鳳凜陽將頗為沉重的提籃由右手換至左手。今日是她最愛的家人二年祭,提籃裡裝了爹爹最喜歡的南海菸葉,娘喜愛的上等檀香,還有胡嬤嬤嗜吃的蓮蓉糕餅,這許多人的面容如今仍栩栩如生的長伴她左右,有時她甚至會有他們仍在世的錯覺。
傻子,師父不是說了嗎?像他們這麼好的人一定在另一個世界享清福,自己就別再自憐自艾了。她伸手拭去一滴尚未流出的淚水,強迫自己往好處想。

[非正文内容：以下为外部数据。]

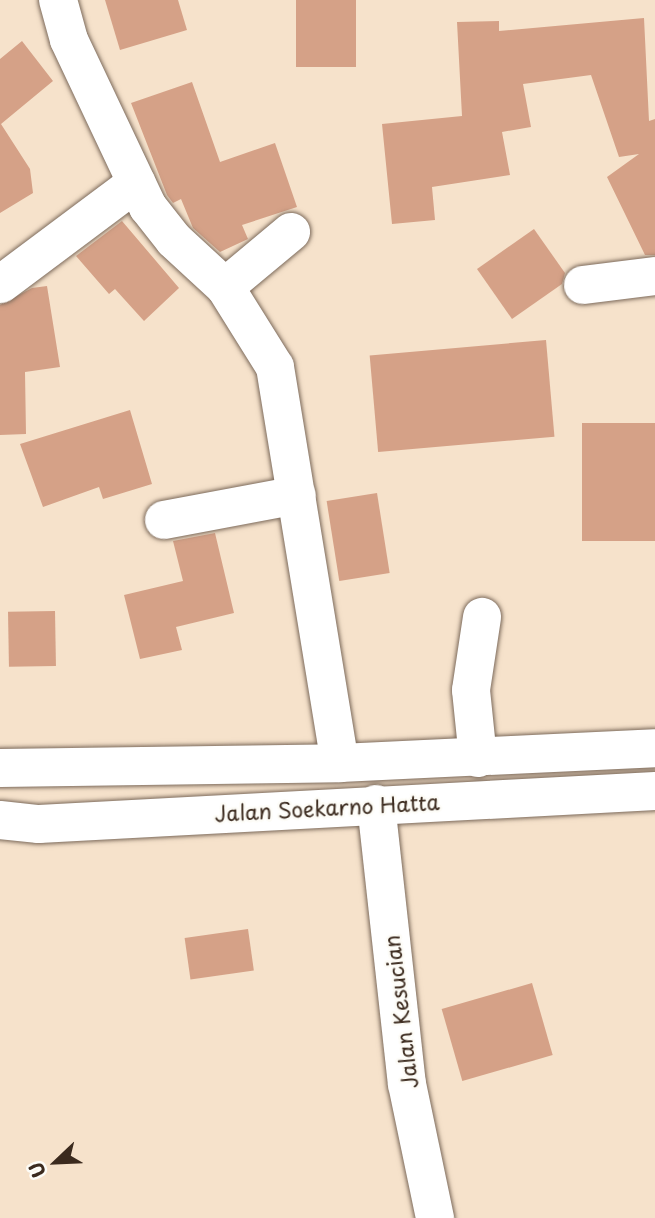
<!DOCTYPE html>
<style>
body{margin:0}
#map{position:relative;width:655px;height:1218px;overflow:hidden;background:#f6e2cb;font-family:"Playpen Sans",sans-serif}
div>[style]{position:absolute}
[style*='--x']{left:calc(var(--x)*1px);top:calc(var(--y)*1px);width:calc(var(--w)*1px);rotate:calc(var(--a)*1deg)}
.building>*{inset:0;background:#d5a187;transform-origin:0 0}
.roads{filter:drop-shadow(0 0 2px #7c6a5b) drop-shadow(0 0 2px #7c6a5b)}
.minor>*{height:38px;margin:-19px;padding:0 19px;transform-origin:19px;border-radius:19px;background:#fff}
.highway>*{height:38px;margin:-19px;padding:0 19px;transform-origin:19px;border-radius:19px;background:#fff}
span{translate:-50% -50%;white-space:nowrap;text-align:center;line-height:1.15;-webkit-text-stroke:5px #fdfcf7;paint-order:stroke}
.street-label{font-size:21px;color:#3b2a1e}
.north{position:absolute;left:21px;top:1127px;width:70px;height:70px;-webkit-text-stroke:5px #fdfcf7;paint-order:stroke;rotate:247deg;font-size:19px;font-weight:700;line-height:28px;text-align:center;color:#3b2a1e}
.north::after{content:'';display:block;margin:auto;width:24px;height:32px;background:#3b2a1e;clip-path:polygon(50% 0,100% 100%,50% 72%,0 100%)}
</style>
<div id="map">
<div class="building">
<div style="clip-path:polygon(105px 0,178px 0,187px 30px,120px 50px)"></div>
<div style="left:296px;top:0;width:60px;height:67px"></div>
<div style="clip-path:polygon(644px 18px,649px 121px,655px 119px,655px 255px,645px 255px,607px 177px,639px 154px,619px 157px,591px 75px,523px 84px,531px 127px,502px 132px,510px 175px,432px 187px,435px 220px,392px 224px,382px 124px,462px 116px,457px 22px,499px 21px,499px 31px)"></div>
<div style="clip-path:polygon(22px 41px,53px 81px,1px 124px,30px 169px,33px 193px,0 213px,0 59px)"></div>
<div style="clip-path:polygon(192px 82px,220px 162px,275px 143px,297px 207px,242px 225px,248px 239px,220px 252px,193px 228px,181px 199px,173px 203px,167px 195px,131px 103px)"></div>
<div style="clip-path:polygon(122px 221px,179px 288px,144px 321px,115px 289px,109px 294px,76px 256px)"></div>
<div style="clip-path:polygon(534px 229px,565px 273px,562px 284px,512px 319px,477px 269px)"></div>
<div style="clip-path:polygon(47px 286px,60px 367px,25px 372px,26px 434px,0 435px,0 305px,32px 288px)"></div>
<div style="left:546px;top:340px;width:97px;height:177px;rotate:85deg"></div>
<div style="clip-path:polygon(130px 410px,152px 484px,103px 499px,99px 487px,43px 507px,20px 444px)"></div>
<div style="left:655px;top:423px;width:118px;height:73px;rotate:90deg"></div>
<div style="left:377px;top:493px;width:81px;height:51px;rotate:81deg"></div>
<div style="clip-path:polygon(215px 533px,234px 613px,176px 627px,182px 650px,140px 659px,124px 595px,183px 581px,173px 541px)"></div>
<div style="left:55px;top:611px;width:55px;height:47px;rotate:89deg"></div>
<div style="left:248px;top:929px;width:42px;height:64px;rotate:82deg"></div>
<div style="left:532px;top:983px;width:75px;height:94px;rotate:74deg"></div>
</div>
<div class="roads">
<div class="minor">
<div style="--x:58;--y:0;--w:41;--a:74.6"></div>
<div style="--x:69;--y:40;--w:185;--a:64.7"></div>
<div style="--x:148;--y:207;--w:42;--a:51.8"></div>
<div style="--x:174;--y:240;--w:69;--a:42.7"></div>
<div style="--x:225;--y:287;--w:94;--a:58"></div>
<div style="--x:275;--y:367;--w:401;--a:80.7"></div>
<div style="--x:1;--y:284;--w:169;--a:-36.8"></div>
<div style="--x:583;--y:285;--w:73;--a:-7.1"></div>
<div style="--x:225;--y:287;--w:86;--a:-39.8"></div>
<div style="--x:164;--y:520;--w:135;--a:-10.6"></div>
<div style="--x:478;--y:758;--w:68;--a:-95.9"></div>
<div style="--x:471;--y:690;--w:74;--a:-81.4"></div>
<div style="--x:376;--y:804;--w:282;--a:83.7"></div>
<div style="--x:407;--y:1084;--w:137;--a:78.2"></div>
</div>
<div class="highway">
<div style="--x:0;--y:768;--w:340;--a:-0.8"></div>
<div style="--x:340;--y:763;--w:315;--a:-2.7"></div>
<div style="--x:0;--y:820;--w:39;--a:6"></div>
<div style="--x:39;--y:824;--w:617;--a:-3.07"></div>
</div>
</div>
<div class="street-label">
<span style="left:327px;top:807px;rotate:-3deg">Jalan Soekarno Hatta</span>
<span style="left:400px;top:1012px;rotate:-97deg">Jalan Kesucian</span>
</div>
<div class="north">U</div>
</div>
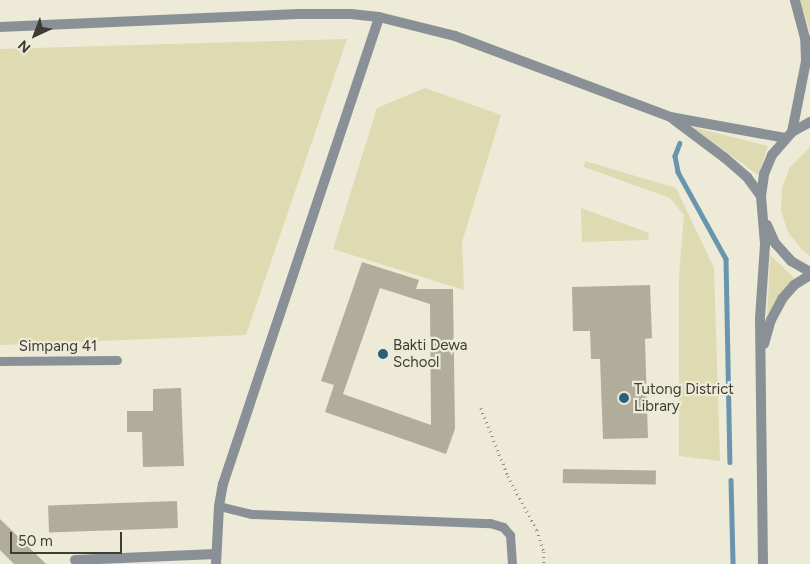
<!DOCTYPE html>
<html>
<head>
<meta charset="utf-8">
<style>
  body { margin:0 }
  #map { position:relative; width:810px; height:564px; overflow:hidden; background:#edebd7; font-family:Figtree,sans-serif }
  div>[style] { position:absolute }
  .green>* { inset:0; background:#dedab2 }
  .stream>* { height:4.5px; margin:-2.25px; padding:0 2.25px; transform-origin:2.25px; border-radius:2.25px; background:#6a95ae }
  .building>* { inset:0; background:#b0ae9b; transform-origin:0 0 }
  .path>* { height:2.5px; margin-top:-1.25px; transform-origin:0; background:repeating-linear-gradient(90deg,#8e8d7f 0 1px,transparent 0 5px) }
  .lane>* { height:9px; margin:-4.5px; padding:0 4.5px; transform-origin:4.5px; border-radius:4.5px; background:#899196 }
  .street>* { height:10px; margin:-5px; padding:0 5px; transform-origin:5px; border-radius:5px; background:#899196 }
  .dots>* { width:14px; height:14px; translate:-50% -50%; box-sizing:border-box; border:2px solid #edebd7; border-radius:50% }
  span { translate:-50% -50%; white-space:nowrap; text-align:center; line-height:1.15; -webkit-text-stroke:4.5px #edebd7; paint-order:stroke }
  .poi-label { font-size:15px; color:#3e3d35 }
  .left { translate:0 -50%; text-align:left }
  .street-label { font-size:15px; color:#3e3d35 }
  .north { position:absolute; left:10px; top:10px; width:50px; height:50px; -webkit-text-stroke:4px #edebd7; paint-order:stroke; rotate:223deg; font-size:14px; font-weight:700; line-height:20px; text-align:center; color:#3e3d35 }
  .north::after { content:''; display:block; margin:auto; width:18px; height:22px; background:#3e3d35; clip-path:polygon(50% 0,100% 100%,50% 72%,0 100%) }
  .scale { position:absolute; left:10px; top:532px; width:112px; height:22px; box-sizing:border-box; border:2px solid #3e3d35; border-top:0; padding-left:6px; font-size:15px; line-height:18px; white-space:nowrap; color:#3e3d35; -webkit-text-stroke:4px #edebd7; paint-order:stroke }
</style>
</head>
<body>
<div id="map">
  <div class="green">
    <div style="clip-path:polygon(799px 0,810px 0,810px 32px)"></div>
    <div style="clip-path:polygon(347px 39px,246px 335px,0 345px,0 49px)"></div>
    <div style="clip-path:polygon(425px 88px,501px 115px,462px 242px,464px 290px,333px 249px,377px 108px)"></div>
    <div style="clip-path:polygon(692px 127px,768px 146px,758px 175px)"></div>
    <div style="clip-path:polygon(810px 147px,810px 256px,802px 250px,788px 232px,781px 211px,782px 188px,790px 167px)"></div>
    <div style="clip-path:polygon(585px 161px,676px 188px,714px 268px,720px 461px,679px 456px,679px 276px,684px 215px,670px 198px,584px 167px)"></div>
    <div style="clip-path:polygon(581px 208px,649px 233px,648px 240px,582px 242px)"></div>
    <div style="clip-path:polygon(770px 255px,794px 278px,777px 299px,767px 318px)"></div>
  </div>
  <div class="stream">
    <div style="left:680px;top:143px;width:14px;rotate:111deg"></div>
    <div style="left:675px;top:156px;width:16px;rotate:79deg"></div>
    <div style="left:678px;top:172px;width:99px;rotate:61.1deg"></div>
    <div style="left:726px;top:259px;width:203px;rotate:88.9deg"></div>
    <div style="left:731px;top:480px;width:84px;rotate:88.6deg"></div>
  </div>
  <div class="building">
    <div style="clip-path:polygon(evenodd,362px 262px,419px 280px,416px 289px,453px 289px,455px 429px,446px 454px,325px 412px,334px 385px,321px 381px,362px 262px,380px 288px,430px 304px,431px 425px,343px 394px,380px 288px)"></div>
    <div style="clip-path:polygon(650px 285px,652px 338px,645px 339px,648px 438px,603px 439px,600px 359px,591px 359px,590px 331px,573px 331px,572px 287px)"></div>
    <div style="clip-path:polygon(181px 388px,184px 466px,143px 467px,142px 432px,127px 432px,127px 411px,153px 411px,153px 389px)"></div>
    <div style="left:563px;top:469px;width:93px;height:14px;rotate:1deg"></div>
    <div style="left:177px;top:501px;width:27px;height:129px;rotate:88deg"></div>
    <div style="clip-path:polygon(0 519px,46px 564px,14px 564px,0 550px)"></div>
  </div>
  <div class="path">
    <div style="left:481px;top:408px;width:73px;rotate:68.3deg"></div>
    <div style="left:508px;top:476px;width:61px;rotate:61.8deg"></div>
    <div style="left:537px;top:530px;width:23px;rotate:72deg"></div>
    <div style="left:544px;top:552px;width:12px;rotate:90deg"></div>
  </div>
  <div class="lane">
    <div style="left:0;top:361px;width:117px;rotate:-0.5deg"></div>
    <div style="left:219px;top:506px;width:33px;rotate:14deg"></div>
    <div style="left:251px;top:514px;width:239px;rotate:2.2deg"></div>
    <div style="left:490px;top:523px;width:14px;rotate:17deg"></div>
    <div style="left:503px;top:527px;width:11px;rotate:49deg"></div>
    <div style="left:510px;top:535px;width:29px;rotate:86deg"></div>
  </div>
  <div class="street">
    <div style="left:0;top:27px;width:298px;rotate:-2.5deg"></div>
    <div style="left:298px;top:14px;width:53px"></div>
    <div style="left:351px;top:14px;width:28px;rotate:6deg"></div>
    <div style="left:379px;top:17px;width:78px;rotate:14deg"></div>
    <div style="left:455px;top:36px;width:230px;rotate:20.6deg"></div>
    <div style="left:670px;top:117px;width:117px;rotate:10.3deg"></div>
    <div style="left:673px;top:119px;width:65px;rotate:36.9deg"></div>
    <div style="left:725px;top:158px;width:29px;rotate:41deg"></div>
    <div style="left:747px;top:177px;width:24px;rotate:54deg"></div>
    <div style="left:792px;top:132px;width:72px;rotate:-78.8deg"></div>
    <div style="left:806px;top:61px;width:23px;rotate:-92deg"></div>
    <div style="left:805px;top:38px;width:39px;rotate:-105deg"></div>
    <div style="left:767px;top:225px;width:20px;rotate:66deg"></div>
    <div style="left:775px;top:243px;width:24px;rotate:48deg"></div>
    <div style="left:791px;top:261px;width:22px;rotate:30deg"></div>
    <div style="left:764px;top:344px;width:25px;rotate:-74deg"></div>
    <div style="left:771px;top:320px;width:24px;rotate:-62deg"></div>
    <div style="left:782px;top:299px;width:18px;rotate:-49deg"></div>
    <div style="left:794px;top:285px;width:19px;rotate:-32deg"></div>
    <div style="left:75px;top:560px;width:141px;rotate:-2.4deg"></div>
    <div style="left:216px;top:564px;width:58px;rotate:-87deg"></div>
    <div style="left:219px;top:506px;width:22px;rotate:-80deg"></div>
    <div style="left:223px;top:484px;width:492px;rotate:-71.5deg"></div>
    <div style="left:763px;top:564px;width:246px;rotate:-90.7deg"></div>
    <div style="left:760px;top:318px;width:74px;rotate:-86.1deg"></div>
    <div style="left:765px;top:244px;width:48px;rotate:-94.8deg"></div>
    <div style="left:761px;top:196px;width:22px;rotate:-82deg"></div>
    <div style="left:764px;top:174px;width:21px;rotate:-67deg"></div>
    <div style="left:772px;top:155px;width:30px;rotate:-49deg"></div>
    <div style="left:792px;top:132px;width:21px;rotate:-29deg"></div>
  </div>
  <div class="dots">
    <div style="left:383px;top:354px;background:#2a5e7a"></div>
    <div style="left:624px;top:398px;background:#2a5e7a"></div>
  </div>
  <div class="poi-label">
    <span class="left" style="left:393px;top:354px">Bakti Dewa<br>School</span>
    <span class="left" style="left:634px;top:398px">Tutong District<br>Library</span>
  </div>
  <div class="street-label">
    <span style="left:58px;top:347px">Simpang 41</span>
  </div>
  <div class="north">N</div>
  <div class="scale">50 m</div>
</div>
</body>
</html>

東飄西蕩了三百多個日子,走過的地方雖不多,亦不在少數,她曾到過塞外大漠,看著壯碩的日落掉進綿綿草原的那一頭;亦曾去過陡峭難攀的天山之巔,瞧那奇異的天池究竟是何模樣;她的足跡踏過以風景優美見著的蘇杭,見識到了這天堂美景。
真知師父所說,這世界著實大得讓人驚奇,新鮮的事物更是令人目不暇給。可在她讚歎於這一景一物時,心裡總浮出個人影,教她在滿足的同時卻又憾恨不已。難道就連時間這等利器,也刮不去他刻鏤在她心版上的痕跡嗎?
這些日子刻意不去理會他的消息,可此舉卻成了反效果,越是壓抑的情感反倒燃燒得越熾烈,她心裡有個聲音在吶喊、在狂囂,所以,她回來了。